Australian women’s minister quits in major blow to government

Australia’s minister for women is set to retire from politics, a major blow for the embattled minority government amid accusations it has a problem with female representation ahead of crucial national elections.

Cabinet minister Kelly O’Dwyer – the latest in a string of female politicians to quit the ruling Liberal-National coalition – said on Saturday she would not recontest her lower house seat at the upcoming poll, due by mid-May.

Just a few months ago, O’Dwyer was reported by Australian media as warning in a closed meeting that the Liberals were widely viewed by voters as “homophobic, anti-women, climate-change deniers”.

Ms O’Dwyer – one of six women in the coalition’s 23-person frontbench – said her decision was made for personal reasons and that she wanted to spend more time with her children.

The surprise departure of the senior MP is a massive setback for Prime Minister Scott Morrison and his coalition, already reeling from poor opinion polls, criticisms about its lack of gender diversity and numerous scandals.

Most recently, married Nationals MP Andrew Broad said he would not recontest his seat after becoming embroiled in a scandal involving a “sugar baby” online dating service – where an older man pays to maintain a high-end lifestyle for a younger, beautiful companion.

Ms O’Dwyer was a supporter of former moderate PM Malcolm Turnbull, who was ousted by the more right-leaning Morrison in a party coup in August.

Since then, Mr Morrison’s government has lurched from crisis to crisis, and lost its one-seat parliamentary majority in October after losing Turnbull’s vacated seat in a by-election to an independent.

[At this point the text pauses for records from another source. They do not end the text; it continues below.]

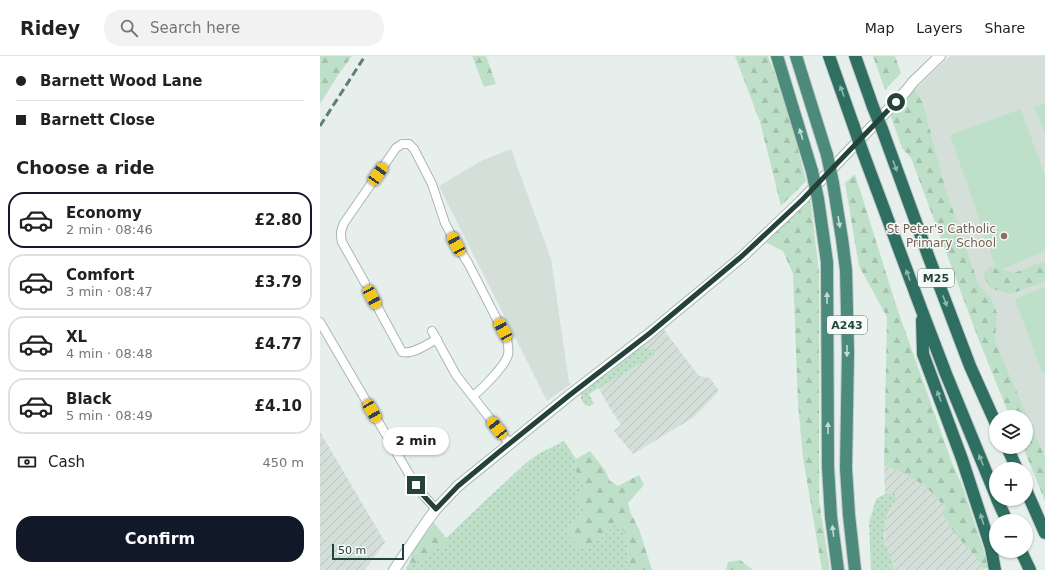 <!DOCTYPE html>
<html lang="en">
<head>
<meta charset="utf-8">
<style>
  body { margin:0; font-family:"DejaVu Sans",sans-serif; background:#f2f2f2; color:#202124; height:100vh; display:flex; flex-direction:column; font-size:15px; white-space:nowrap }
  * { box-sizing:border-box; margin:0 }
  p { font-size:13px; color:#757577 }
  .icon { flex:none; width:22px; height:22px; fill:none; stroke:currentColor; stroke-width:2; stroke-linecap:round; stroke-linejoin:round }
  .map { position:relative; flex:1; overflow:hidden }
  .side { display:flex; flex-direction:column; background:#fff; width:320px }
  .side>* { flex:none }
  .banner { display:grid; align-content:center; height:88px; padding:0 16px; background:#fff }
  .controls { position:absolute; left:669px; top:354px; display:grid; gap:8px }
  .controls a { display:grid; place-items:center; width:44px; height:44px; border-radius:50%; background:#fff; box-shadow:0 1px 3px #0004; font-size:20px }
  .scale { position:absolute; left:12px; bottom:10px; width:72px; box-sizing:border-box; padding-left:4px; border:2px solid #24423a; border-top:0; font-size:11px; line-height:14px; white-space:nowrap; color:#24423a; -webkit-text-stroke:3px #f7fbf9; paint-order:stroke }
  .end { position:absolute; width:18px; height:18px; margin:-9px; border:5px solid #24423a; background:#fff; box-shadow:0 0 0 2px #fff }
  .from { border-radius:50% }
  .bubble { position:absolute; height:28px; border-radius:14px; background:#fff; box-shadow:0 1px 3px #0004; font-size:13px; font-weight:600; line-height:28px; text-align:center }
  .car { position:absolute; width:12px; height:24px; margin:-12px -6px; border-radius:5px; box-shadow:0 0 3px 1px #0007; background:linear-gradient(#f5c518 24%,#345 0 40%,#f5c518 0 76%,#345 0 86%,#f5c518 0) }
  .banner b { display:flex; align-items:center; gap:14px; height:38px; font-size:15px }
  .banner b+b { border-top:1px solid #e0e0e0 }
  .banner i { width:10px; height:10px; background:#202124 }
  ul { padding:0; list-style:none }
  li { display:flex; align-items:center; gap:12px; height:56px; margin:0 8px 6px; padding:0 8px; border:2px solid #e0e0e0; border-radius:16px }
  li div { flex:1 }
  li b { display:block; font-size:15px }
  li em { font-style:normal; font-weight:600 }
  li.active { border-color:#111827 }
  li>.icon { width:36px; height:36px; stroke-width:1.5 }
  h2 { padding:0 16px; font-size:18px; line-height:48px }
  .pay { display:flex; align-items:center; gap:10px; height:44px; padding:0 16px; font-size:15px }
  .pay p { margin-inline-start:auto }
  .cta { display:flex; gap:8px; margin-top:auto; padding:8px 16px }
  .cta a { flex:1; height:46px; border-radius:16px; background:#111827; color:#fff; font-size:16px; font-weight:600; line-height:46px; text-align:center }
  header { display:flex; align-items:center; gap:24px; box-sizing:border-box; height:56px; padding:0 20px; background:#fff; border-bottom:1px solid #e0e0e0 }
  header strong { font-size:19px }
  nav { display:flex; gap:22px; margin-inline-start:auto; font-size:14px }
  .search { width:280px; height:36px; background:#f2f2f2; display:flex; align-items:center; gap:10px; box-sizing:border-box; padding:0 14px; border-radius:16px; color:#757577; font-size:15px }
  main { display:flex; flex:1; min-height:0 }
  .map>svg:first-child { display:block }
  .built { fill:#d4dfda }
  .industrial { fill:url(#industrial-furrows) }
  .green { fill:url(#green-dots) }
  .forest { fill:url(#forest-firs) }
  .pitch { fill:#bfe0c8 }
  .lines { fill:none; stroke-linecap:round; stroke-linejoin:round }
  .minor-casing { stroke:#a8b8b2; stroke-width:10 }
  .tertiary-casing { stroke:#a8b8b2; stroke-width:12 }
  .trunk-casing { stroke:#c2cac8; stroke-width:14 }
  .motorway-casing { stroke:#c2cac8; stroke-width:14 }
  .minor { stroke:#fff; stroke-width:8 }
  .tertiary { stroke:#fff; stroke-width:10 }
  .trunk { stroke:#4c8a7c; stroke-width:12 }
  .motorway { stroke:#2f6f62; stroke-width:12 }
  .rail { stroke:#5f7d75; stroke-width:3; stroke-dasharray:8 4; stroke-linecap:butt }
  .trunk-bridge-casing { stroke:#c2cac8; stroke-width:14; stroke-linecap:butt }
  .motorway-bridge-casing { stroke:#c2cac8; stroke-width:14; stroke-linecap:butt }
  .trunk-bridge { stroke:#4c8a7c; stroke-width:12 }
  .motorway-bridge { stroke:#2f6f62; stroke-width:12 }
  .oneway { fill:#93b5ae }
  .oneway2 { fill:#c4d9d4 }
  .route { stroke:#24423a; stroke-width:5 }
  .education-dot { fill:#8d6e63; stroke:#f7fbf9; stroke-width:1.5 }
  .labels { text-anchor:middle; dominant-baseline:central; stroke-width:3; stroke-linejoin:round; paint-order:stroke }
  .shield { fill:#f7fbf9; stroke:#637a73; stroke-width:1 }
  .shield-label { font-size:11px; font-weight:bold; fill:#24423a }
  .education-label { font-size:12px; fill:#785e54; stroke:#f7fbf9; text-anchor:end }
</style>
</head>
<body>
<header>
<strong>Ridey</strong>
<div class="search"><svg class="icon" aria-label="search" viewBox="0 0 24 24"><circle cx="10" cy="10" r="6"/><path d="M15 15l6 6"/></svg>Search here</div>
<nav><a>Map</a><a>Layers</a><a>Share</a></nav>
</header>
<main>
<section class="side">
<div class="banner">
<b><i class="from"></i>Barnett Wood Lane</b>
<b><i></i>Barnett Close</b>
</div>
<h2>Choose a ride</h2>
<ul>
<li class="active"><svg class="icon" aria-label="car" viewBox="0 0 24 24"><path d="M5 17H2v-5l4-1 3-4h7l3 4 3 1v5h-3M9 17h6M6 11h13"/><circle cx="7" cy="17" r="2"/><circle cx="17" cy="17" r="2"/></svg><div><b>Economy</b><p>2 min · 08:46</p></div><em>£2.80</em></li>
<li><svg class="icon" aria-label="car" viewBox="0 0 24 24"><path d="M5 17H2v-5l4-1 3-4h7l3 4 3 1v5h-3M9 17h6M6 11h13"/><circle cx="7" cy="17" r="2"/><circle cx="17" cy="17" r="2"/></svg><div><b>Comfort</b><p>3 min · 08:47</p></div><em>£3.79</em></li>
<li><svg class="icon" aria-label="car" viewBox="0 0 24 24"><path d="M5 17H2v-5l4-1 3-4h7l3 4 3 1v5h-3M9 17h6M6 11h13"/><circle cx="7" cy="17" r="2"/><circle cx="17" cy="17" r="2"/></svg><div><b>XL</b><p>4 min · 08:48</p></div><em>£4.77</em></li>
<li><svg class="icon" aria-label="car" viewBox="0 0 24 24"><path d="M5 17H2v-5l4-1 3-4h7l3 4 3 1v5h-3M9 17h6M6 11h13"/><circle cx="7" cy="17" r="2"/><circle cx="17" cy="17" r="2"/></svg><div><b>Black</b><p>5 min · 08:49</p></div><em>£4.10</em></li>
</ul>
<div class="pay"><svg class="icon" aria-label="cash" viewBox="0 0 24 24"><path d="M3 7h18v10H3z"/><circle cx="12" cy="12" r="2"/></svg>Cash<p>450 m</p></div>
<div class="cta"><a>Confirm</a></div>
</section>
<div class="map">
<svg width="725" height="514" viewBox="0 0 725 514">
  <defs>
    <pattern id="industrial-furrows" width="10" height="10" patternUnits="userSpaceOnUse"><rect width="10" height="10" fill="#d4dfda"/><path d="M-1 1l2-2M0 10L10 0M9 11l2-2" fill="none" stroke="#b6c1bc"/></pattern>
    <pattern id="green-dots" width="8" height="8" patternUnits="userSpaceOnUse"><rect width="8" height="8" fill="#bfe0c8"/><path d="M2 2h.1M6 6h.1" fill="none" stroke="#a4c1ad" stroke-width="1.8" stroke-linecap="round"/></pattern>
    <pattern id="forest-firs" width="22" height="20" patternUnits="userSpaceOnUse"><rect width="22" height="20" fill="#bfe0c8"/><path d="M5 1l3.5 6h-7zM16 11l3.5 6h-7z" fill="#a4c1ad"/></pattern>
  </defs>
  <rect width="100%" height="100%" fill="#e6efeb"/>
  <path class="built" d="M 630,0 L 725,0 L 725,401 L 675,285 L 677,256 L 671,241 L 659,229 L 625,131 L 603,47 L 595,33 Z
    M 191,93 L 231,203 L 249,326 L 251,328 L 227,345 L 119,130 L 163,104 Z"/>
  <path class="industrial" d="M 341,272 L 344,274 L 379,320 L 390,322 L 399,335 L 374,361 L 313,398 L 294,375 L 301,369 L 294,359 L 274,325 Z
    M 0,376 L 65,486 L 45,514 L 0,514 Z
    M 564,410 L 578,415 L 604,429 L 626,452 L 622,456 L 664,513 L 663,514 L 573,514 L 574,508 L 566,492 L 564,471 L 571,450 L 577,442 L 574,437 L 565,438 Z"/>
  <path class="green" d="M 323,291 L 336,295 L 333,300 L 269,338 L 274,348 L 269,350 L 265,349 L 261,343 L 261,336 L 312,294 Z
    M 244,385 L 256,403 L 254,412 L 267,433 L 265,458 L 246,477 L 278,485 L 298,465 L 305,478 L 310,507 L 310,514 L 87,514 L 86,512 L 90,506 L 93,495 L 114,467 L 126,482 L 168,442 L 207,406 L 220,397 Z
    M 574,437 L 577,442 C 566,456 560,475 567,493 C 570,501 575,505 573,514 L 551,514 L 549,467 L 556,443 L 565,438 Z"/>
  <path class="forest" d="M 0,0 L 32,0 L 18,19 L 0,48 Z
    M 152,0 L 166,0 L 176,28 L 164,31 Z
    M 415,0 L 448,0 L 467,49 L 486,125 L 461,150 L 440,66 Z
    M 553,0 L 575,0 L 581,17 L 565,34 Z
    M 595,33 L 603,47 L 625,131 L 659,229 L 671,241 L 677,257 L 675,285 L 725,401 L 725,445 L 703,391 L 706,391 L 706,361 L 690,361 L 658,282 L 591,102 L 582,92 L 571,61 L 574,53 Z
    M 535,118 L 576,249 L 631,404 L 643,432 L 663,492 L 668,512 L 664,513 L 652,497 L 636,479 L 621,456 L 626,452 L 604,429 L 578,415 L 564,410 L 567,261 L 539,210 L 525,127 Z
    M 490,145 L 491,149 L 499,216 L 499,445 L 510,514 L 502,514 L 483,402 L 478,347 L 473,218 L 463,195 L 447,187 L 454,177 Z
    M 725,205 L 725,226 L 690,238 L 670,232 L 663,218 L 671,210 L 694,217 Z
    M 270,395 L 285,414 L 290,425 L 298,430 L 319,419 L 324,429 L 308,447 L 311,458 L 319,473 L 332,514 L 310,514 L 310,507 L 305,478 L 298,465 L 278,485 L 260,494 L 246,477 L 265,458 L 257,441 L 267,433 L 254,412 L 256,403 Z
    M 114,467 L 126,482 L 127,489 L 115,494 L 96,507 L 90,506 L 93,495 Z
    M 420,504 L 433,514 L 406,514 L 408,506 Z"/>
  <path class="pitch" d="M 725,47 L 725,77 L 714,51 Z
    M 701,53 L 725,120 L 725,195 L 677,215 L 630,79 Z
    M 725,231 L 725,316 L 722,317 L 695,243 Z"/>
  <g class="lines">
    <g class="minor-casing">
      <path id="minor" d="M 45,227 L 22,186 C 20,178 21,174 24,167 L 76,92 L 82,88 L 89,88 L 94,93 L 112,128 L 125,167 L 136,188 L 148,207 L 187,283 C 188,288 189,294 188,299 C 185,310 162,333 153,340
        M 52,241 L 82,296 C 92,299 108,288 117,283
        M 0,266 L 89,418 L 103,439 L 116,453
        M 112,275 L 136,319 L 189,387"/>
    </g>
    <g class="tertiary-casing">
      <path id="tertiary" d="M 74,514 L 105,468 L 116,453 L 138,430 L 251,338 L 330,277 L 423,200 L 482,144 L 586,35 L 593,26 L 620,0"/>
    </g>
    <g class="trunk-casing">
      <path id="trunk" d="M 457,0 L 492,115
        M 476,0 L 507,99
        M 513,127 L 522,183 L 526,214 L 528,296 L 526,412 L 529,459 L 535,514
        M 498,143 L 507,206 L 508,411 L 511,461 L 518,514"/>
    </g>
    <g class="motorway-casing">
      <path id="motorway" d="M 509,0 L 534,71
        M 535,0 L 553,51
        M 562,73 L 609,202 L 650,310 L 676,368
        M 542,94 L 602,255 L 626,318 L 676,440
        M 602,264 L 603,298 L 642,403 L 661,461 L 671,492 L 675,514
        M 687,391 L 697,413
        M 706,434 L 725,477
        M 677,443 L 687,465
        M 701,495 L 710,514"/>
    </g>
    <use href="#minor" class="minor"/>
    <use href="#tertiary" class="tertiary"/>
    <use href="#trunk" class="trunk"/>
    <use href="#motorway" class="motorway"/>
    <path class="rail" d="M 0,70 L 45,0"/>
    <g class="trunk-bridge-casing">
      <path id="trunk-bridge" d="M 507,99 L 513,127
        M 492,115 L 498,143"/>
    </g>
    <g class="motorway-bridge-casing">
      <path id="motorway-bridge" d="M 553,51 L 562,73
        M 534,71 L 542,94"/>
    </g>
    <use href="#trunk-bridge" class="trunk-bridge"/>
    <use href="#motorway-bridge" class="motorway-bridge"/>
  </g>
  <defs><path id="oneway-solid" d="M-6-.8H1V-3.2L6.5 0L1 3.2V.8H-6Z"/></defs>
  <g class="oneway">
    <use href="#oneway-solid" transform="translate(522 35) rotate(-110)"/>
    <use href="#oneway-solid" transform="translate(575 110) rotate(70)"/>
    <use href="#oneway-solid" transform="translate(588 219) rotate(-110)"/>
    <use href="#oneway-solid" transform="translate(625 245) rotate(69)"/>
    <use href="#oneway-solid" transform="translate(619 340) rotate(-110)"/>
    <use href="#oneway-solid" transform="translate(661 404) rotate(-112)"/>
    <use href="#oneway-solid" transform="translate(662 463) rotate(-107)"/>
  </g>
  <g class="oneway2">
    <use href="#oneway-solid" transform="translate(481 78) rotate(-107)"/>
    <use href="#oneway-solid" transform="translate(519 166) rotate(80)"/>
    <use href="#oneway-solid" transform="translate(507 242) rotate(-90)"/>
    <use href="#oneway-solid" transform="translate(527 295) rotate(90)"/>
    <use href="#oneway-solid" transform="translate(508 372) rotate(-91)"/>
    <use href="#oneway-solid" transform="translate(513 475) rotate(-97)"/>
  </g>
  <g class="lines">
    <path class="route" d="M 96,429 L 103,439 L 116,453 L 138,430 L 179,396 L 251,338 L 330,277 L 422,200 L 482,144 L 576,46"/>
  </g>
  <circle class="education-dot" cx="684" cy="180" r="4"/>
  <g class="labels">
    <g class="shield">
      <rect x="598" y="213" width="36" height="18" rx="3"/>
      <rect x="507" y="260" width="40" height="18" rx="3"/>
    </g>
    <g class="shield-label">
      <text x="616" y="222">M25</text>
      <text x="527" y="269">A243</text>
    </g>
    <g class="education-label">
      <text x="676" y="173">St Peter's Catholic<tspan x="676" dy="14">Primary School</tspan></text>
    </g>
  </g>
</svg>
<div class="controls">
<a><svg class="icon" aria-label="layers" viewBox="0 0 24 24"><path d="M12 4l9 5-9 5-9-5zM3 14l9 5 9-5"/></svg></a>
<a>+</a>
<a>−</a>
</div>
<div class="scale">50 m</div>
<i class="end from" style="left:576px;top:46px"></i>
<i class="end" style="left:96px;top:429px"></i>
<div class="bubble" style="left:63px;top:371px;width:66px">2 min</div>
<i class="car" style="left:58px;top:118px;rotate:35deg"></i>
<i class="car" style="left:136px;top:188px;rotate:332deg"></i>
<i class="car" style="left:52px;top:241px;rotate:152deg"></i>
<i class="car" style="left:183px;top:274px;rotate:332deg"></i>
<i class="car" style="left:52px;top:355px;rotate:150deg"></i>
<i class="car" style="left:177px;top:372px;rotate:322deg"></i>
</div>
</main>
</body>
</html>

Its hold on power was further eroded when one of Turnbull’s supporters, Liberal MP Julia Banks, said she was quitting the party to become an independent.

Several high-profile Liberal women had also said during the battle to oust and replace Turnbull that they were bullied and threatened to vote a certain way.

On Sunday thousands joined a ‘Women’s March’ in cities across Australia, protesting violence against women and the murder last week of a 21-year-old Israeli student who was killed on her way home from a comedy night.